Use video from testimony. If the video you are producing involves anything legislative related to your product or organization’s service, grab live stream or archived video from House or Senate proceedings and then fold into your video.

Use videos from others – with permission, of course. Call up producer and ask if you can use portions of it and make sure to give credit at the end of the video.

Use video footage from others that is provided exclusively to you. Send questions to someone and ask a video to be sent in. These options might not be as polished as a super high-tech video filmed on location, but Freedman says that what the sources are saying is more important than the actual quality of the video.
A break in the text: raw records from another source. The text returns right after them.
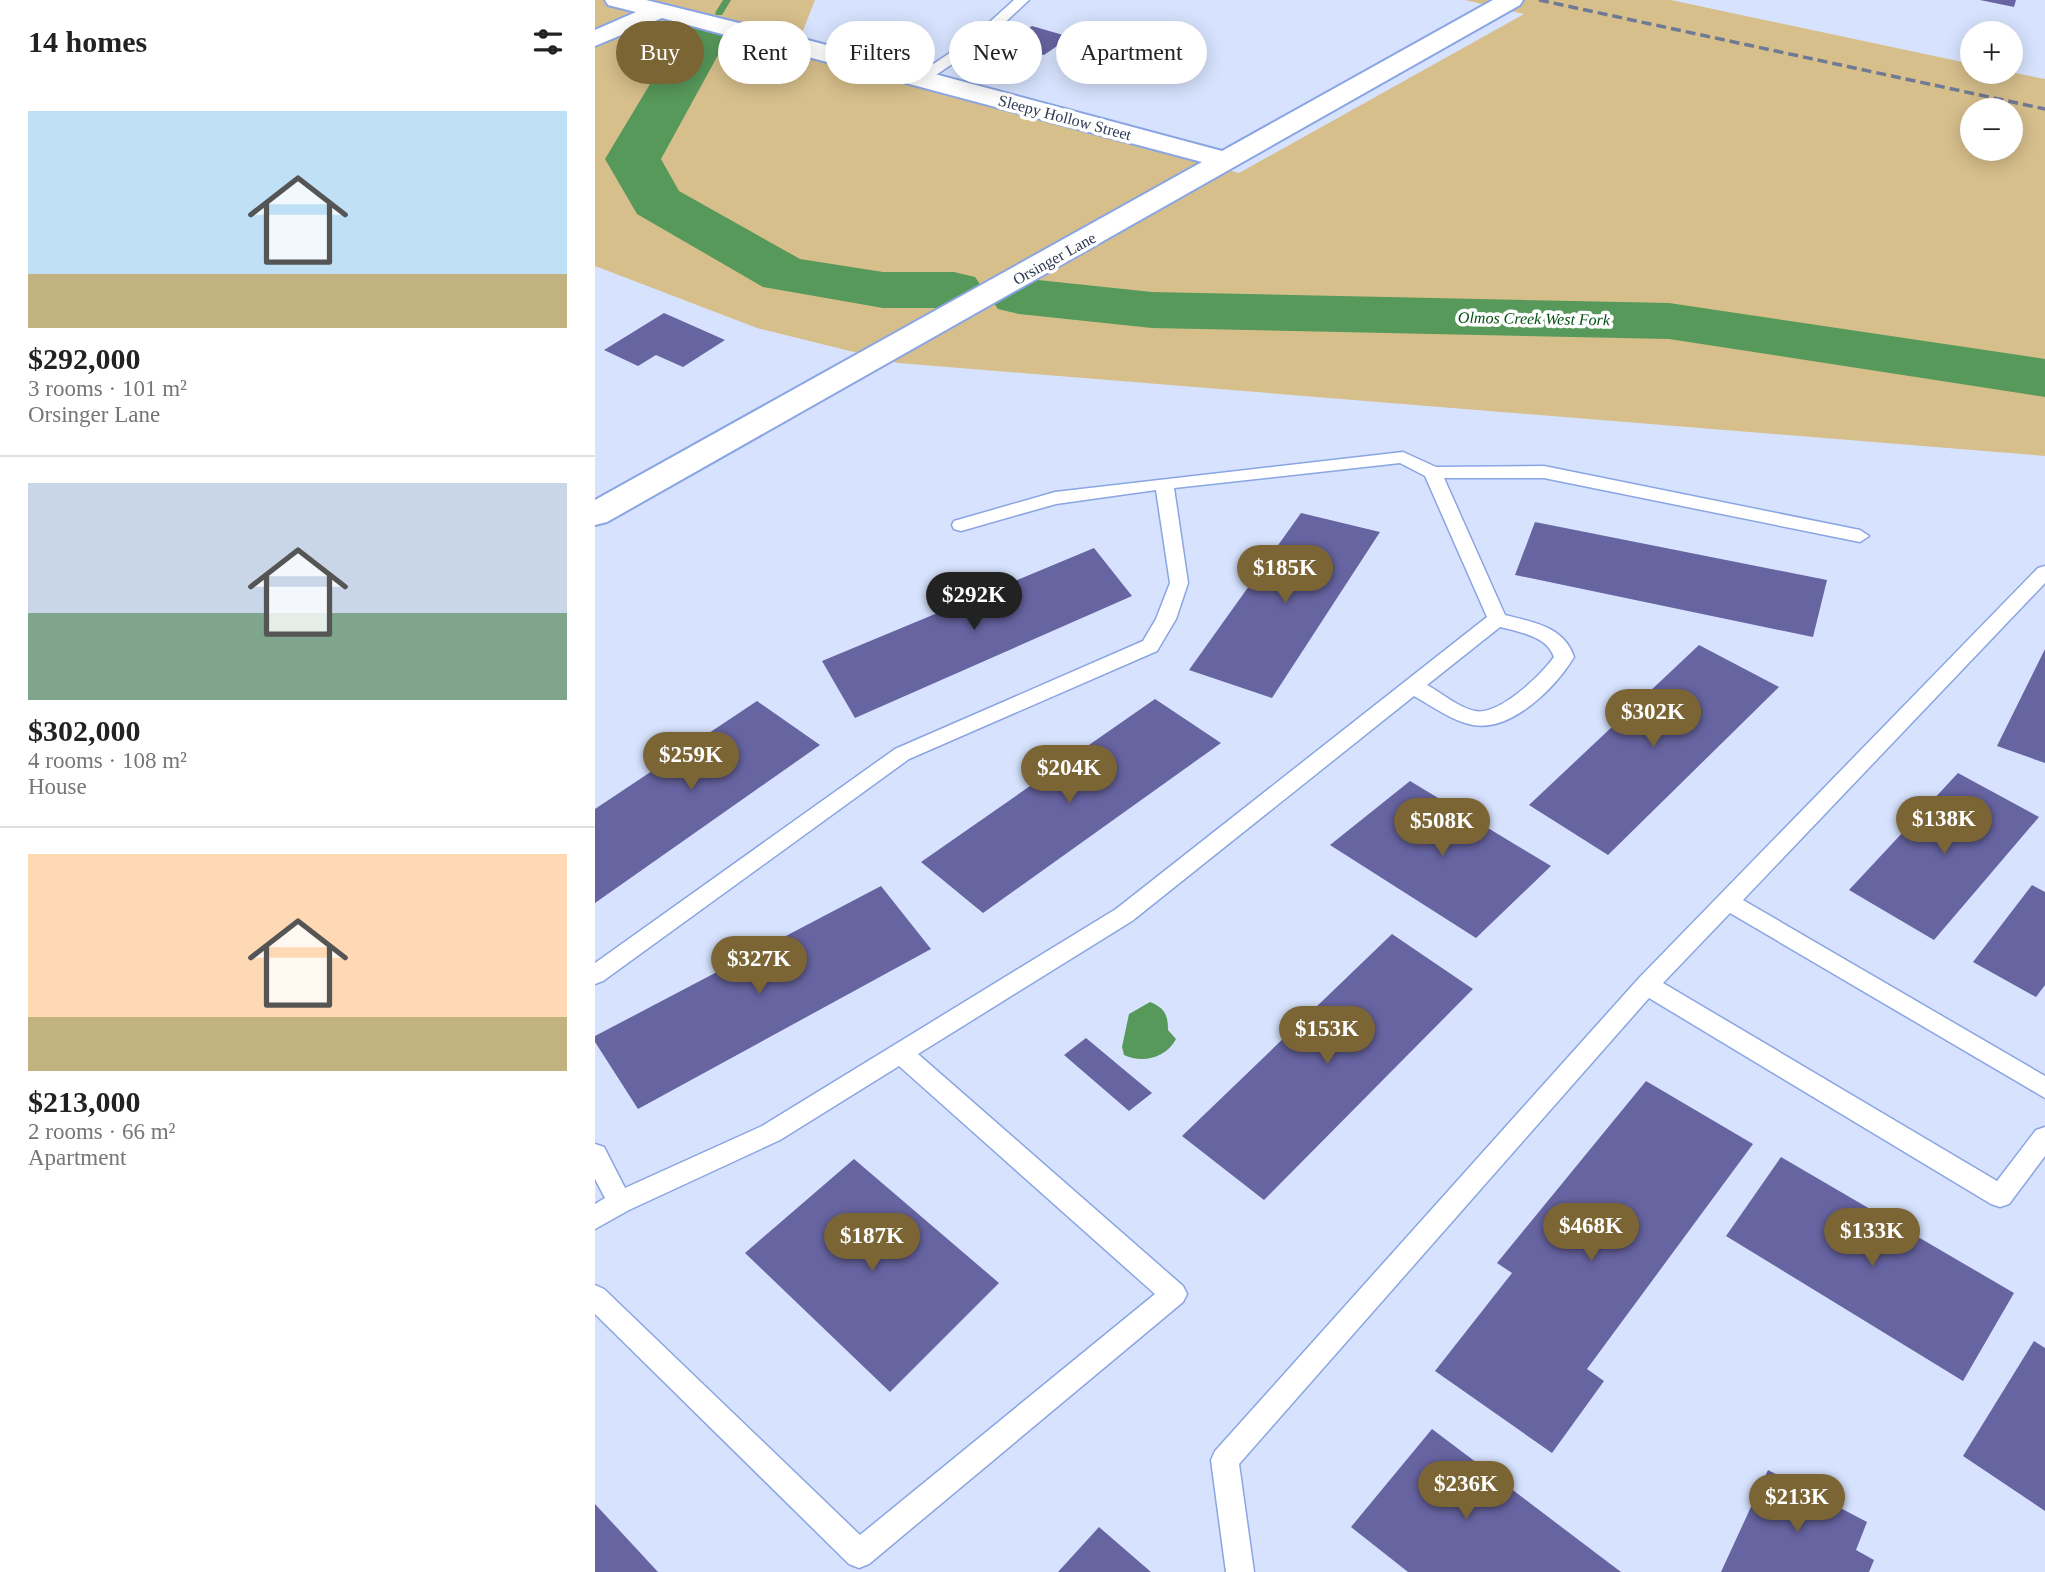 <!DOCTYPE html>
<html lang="en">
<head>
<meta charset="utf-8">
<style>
  body { margin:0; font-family:Georgia,serif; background:#f6f6f6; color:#222; height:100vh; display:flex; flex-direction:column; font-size:26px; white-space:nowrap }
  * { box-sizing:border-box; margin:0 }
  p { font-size:23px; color:#767676 }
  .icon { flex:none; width:38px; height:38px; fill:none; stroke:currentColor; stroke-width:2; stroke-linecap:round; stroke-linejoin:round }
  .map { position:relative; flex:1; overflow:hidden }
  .drawer { display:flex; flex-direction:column; background:#fff; width:595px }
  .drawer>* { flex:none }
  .guide { position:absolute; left:21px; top:21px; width:665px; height:63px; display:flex; gap:14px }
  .tools { position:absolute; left:1365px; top:21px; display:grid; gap:14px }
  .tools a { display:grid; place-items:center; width:63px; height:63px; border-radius:50%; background:#fff; box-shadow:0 4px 18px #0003; font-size:35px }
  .price { position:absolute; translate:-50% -60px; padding:0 16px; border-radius:24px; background:#7b6535; color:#fff; font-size:23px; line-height:46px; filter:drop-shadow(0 2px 4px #0008) }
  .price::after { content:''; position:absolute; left:50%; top:42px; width:21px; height:16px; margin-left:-10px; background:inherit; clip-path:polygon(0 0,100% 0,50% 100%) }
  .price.selected { background:#222; color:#fff }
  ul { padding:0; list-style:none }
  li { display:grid; align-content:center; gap:14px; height:371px; padding:0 28px }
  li+li { border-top:2px solid #e0e0e0 }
  li span { display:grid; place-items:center; height:217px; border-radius:0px; color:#555 }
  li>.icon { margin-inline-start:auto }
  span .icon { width:126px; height:126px; fill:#fffc; stroke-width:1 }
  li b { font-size:30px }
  h2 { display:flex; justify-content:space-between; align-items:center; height:84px; padding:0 28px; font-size:30px }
  .pill { padding:0 24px; border-radius:32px; background:#fff; box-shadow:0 4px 18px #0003; font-size:24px; line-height:63px }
  .pill.selected { background:#7b6535; color:#fff }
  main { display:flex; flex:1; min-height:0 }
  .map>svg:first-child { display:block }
  .green { fill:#d7bf8c; fill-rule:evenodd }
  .water { fill:#57995a }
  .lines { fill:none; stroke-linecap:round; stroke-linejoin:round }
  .stream { fill:#57995a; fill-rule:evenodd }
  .river { fill:#57995a; fill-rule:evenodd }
  .building { fill:#6764a2 }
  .lane-casing { stroke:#89a5e3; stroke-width:3 }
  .street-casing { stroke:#89a5e3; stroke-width:4 }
  .lane { fill:#fff; fill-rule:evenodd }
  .street { fill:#fff; fill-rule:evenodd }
  .rail { stroke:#6e7a94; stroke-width:3.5; stroke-dasharray:10 5; stroke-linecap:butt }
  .labels { text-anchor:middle; stroke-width:7; stroke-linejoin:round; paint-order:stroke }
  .far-street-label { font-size:16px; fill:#2e3953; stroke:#fff }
  .far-water-label { font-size:16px; font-style:italic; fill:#035113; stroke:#fff }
</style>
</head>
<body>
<main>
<section class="drawer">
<h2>14 homes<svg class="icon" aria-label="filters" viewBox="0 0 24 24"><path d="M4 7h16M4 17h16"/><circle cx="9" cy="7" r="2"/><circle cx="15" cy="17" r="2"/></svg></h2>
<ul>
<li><span style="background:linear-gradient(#bfe0f5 75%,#c2b280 0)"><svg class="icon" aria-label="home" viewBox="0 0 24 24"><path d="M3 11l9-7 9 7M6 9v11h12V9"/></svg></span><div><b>$292,000</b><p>3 rooms · 101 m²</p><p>Orsinger Lane</p></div></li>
<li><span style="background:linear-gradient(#c9d6e8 60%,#7fa58c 0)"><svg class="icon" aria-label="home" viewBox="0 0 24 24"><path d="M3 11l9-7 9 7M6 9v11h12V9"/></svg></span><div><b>$302,000</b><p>4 rooms · 108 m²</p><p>House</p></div></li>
<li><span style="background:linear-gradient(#ffd9b3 75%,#c2b280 0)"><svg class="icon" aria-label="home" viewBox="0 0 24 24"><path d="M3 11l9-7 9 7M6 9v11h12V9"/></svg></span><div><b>$213,000</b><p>2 rooms · 66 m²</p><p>Apartment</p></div></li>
</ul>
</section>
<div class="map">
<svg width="1450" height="1572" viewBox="0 0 1450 1572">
  <rect width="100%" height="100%" fill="#d7e3fe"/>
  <path class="green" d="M0,0H220L199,54L644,173L929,14L870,0H1076L1377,64V72H1415L1450,79V456L303,363L162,328L0,266ZM1377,110H1416V149H1377Z"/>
  <path class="water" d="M555,1002C570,1008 573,1015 573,1030L581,1039C571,1058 547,1064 529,1055L527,1047L534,1014Z"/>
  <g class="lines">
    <path class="stream" d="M128,0H136L127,15H121L120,13Z"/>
    <path class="river" d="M109,20L127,24L134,35L66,159L84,191L205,259L288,272H359L380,277L389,290L380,303L359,308H288L168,287L42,214L10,159L91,24Z
      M424,278L557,292L1074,303L1450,359V397L1074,339L557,328L424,314L403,309L394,296L403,283Z"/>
  </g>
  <path class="building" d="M1385,0H1421L1419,7Z
    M437,26L475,37L449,55L427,49L435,44L418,39Z
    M563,43L608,52L578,84L532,75Z
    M69,313L130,340L88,367L61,355L43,366L9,350Z
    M706,513L785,532L677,698L594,670Z
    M940,522L1232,580L1218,637L920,575Z
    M499,548L537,596L260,718L227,661Z
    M1104,645L1184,687L1013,855L934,805Z
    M1450,649V763L1402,746Z
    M560,699L626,743L388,913L326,862Z
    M162,701L225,745L0,903V809Z
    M1363,773L1444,817L1339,940L1254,890Z
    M815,781L956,866L881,938L735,845Z
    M1437,885L1450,892V985L1441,997L1378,962Z
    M286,886L336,949L43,1109L0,1042V1036Z
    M797,934L878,989L669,1200L587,1136Z
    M491,1038L557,1093L534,1111L469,1055Z
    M1051,1081L1158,1144L992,1369L1009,1381L957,1453L840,1371L917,1273L902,1263Z
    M1186,1157L1419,1293L1368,1381L1131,1236Z
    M259,1159L404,1283L295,1392L150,1253Z
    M1439,1341L1450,1348V1511L1368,1456Z
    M837,1429L1026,1572H813L756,1527Z
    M1173,1470L1272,1522L1261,1550L1279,1560L1274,1572H1126Z
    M0,1504L63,1572H0Z
    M504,1527L556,1572H463Z"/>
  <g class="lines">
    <g class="lane-casing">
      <path id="lane" d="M419,0H434L387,44L332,81H322V75L377,38Z
        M808,452L841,467L949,466L1265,530L1274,536L1265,542L949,478H849L910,615C937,622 969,626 979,657C961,687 917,732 878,725C857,721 837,706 819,696L537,921L323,1054L588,1286L592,1294L588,1302L274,1564L264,1568L254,1564L0,1314V1285L9,1289L265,1535L560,1294L304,1066L185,1140L34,1210L0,1229V1204L10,1198L0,1179V1144L9,1147L30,1188L167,1126L521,909L892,617L830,476L805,463L579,488L593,583L581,619L562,651L314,759L8,981L0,984V963L300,749L548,641L561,619L575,583L561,490L461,504L366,531L359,529L357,525L359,521L460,492ZM905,627C924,632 952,636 959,657C946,675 904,716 880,711C864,708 847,693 832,685Z
        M1450,566V583L1148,900L1450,1076V1098L1135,913L1068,983L1402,1181L1441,1130L1450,1127V1156L1414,1204L1405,1207L1396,1204L1054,998L644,1464L659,1572H631L616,1460L620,1451L1044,978L1443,568Z"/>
    </g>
    <g class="street-casing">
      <path id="street" d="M10,0H51L209,39L627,151L898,0H928L925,5L12,522L0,525V500L607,162L67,18L0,46V30L41,12L13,5Z"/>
    </g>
    <use href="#lane" class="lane"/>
    <use href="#street" class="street"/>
    <path class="rail" d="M944,0L1450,109"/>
  </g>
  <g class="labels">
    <g class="far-street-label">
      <text transform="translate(470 117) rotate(15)" y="6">Sleepy Hollow Street</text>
      <text transform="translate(459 258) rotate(-29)" y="6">Orsinger Lane</text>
    </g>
    <g class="far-water-label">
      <text transform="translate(939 318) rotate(1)" y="6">Olmos Creek West Fork</text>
    </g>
  </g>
</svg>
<div class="tools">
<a>+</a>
<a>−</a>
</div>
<b class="price" style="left:690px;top:605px">$185K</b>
<b class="price selected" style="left:379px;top:632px">$292K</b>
<b class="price" style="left:1058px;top:749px">$302K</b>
<b class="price" style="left:96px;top:792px">$259K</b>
<b class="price" style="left:474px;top:805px">$204K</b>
<b class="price" style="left:1349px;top:856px">$138K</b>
<b class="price" style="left:847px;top:858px">$508K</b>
<b class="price" style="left:164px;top:996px">$327K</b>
<b class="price" style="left:732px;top:1066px">$153K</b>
<b class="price" style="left:996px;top:1263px">$468K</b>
<b class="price" style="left:1277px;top:1268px">$133K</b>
<b class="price" style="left:277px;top:1273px">$187K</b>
<b class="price" style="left:871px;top:1521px">$236K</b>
<b class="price" style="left:1202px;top:1534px">$213K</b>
<div class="guide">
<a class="pill selected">Buy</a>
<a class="pill">Rent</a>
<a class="pill">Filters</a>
<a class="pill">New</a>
<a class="pill">Apartment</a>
</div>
</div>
</main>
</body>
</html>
Use Creative Commons video. There are different levels of Creative Commons’ licensing that allow the videos to be used and modified but not for commercial purpose. All levels ask/requires you to credit the source and link to the original work. Videos can also be created from still photos. Flickr is still the best source for Creative Commons stills, Freedman says. The video can also be enhanced through music and editing. Subscriptions, licensing and software can be expensive for editing and music. However, there are also options to keep costs down. Freedman recommended the following:

  • SnapzProX (about $70). This program allows anything to be recorded onscreen and be saved as a QuickTime movie or screenshot that can be e-mailed, posted to the web, etc. However, Freedman cautions that the quality will not be great.
  • Music Bakery (about $35+ per track, $1.98 per sound effect)
  • Final Cut Express or Pro ($80-$175).
  • Brightcove ($99-$500 per month). This allows for videos to be swapped out, no forced ad, thumbnail flexibility. However, this is a closed platform and has problems with Flash.
  • YouTube: A free platform, but swapping out videos is a problem and there is not a choice with the thumbnail shown.
  • WD My Passport hard drive: Video consumes a lot of memory. This can help keep your computer from getting overloaded.

Now you can have your video – and your budget, too.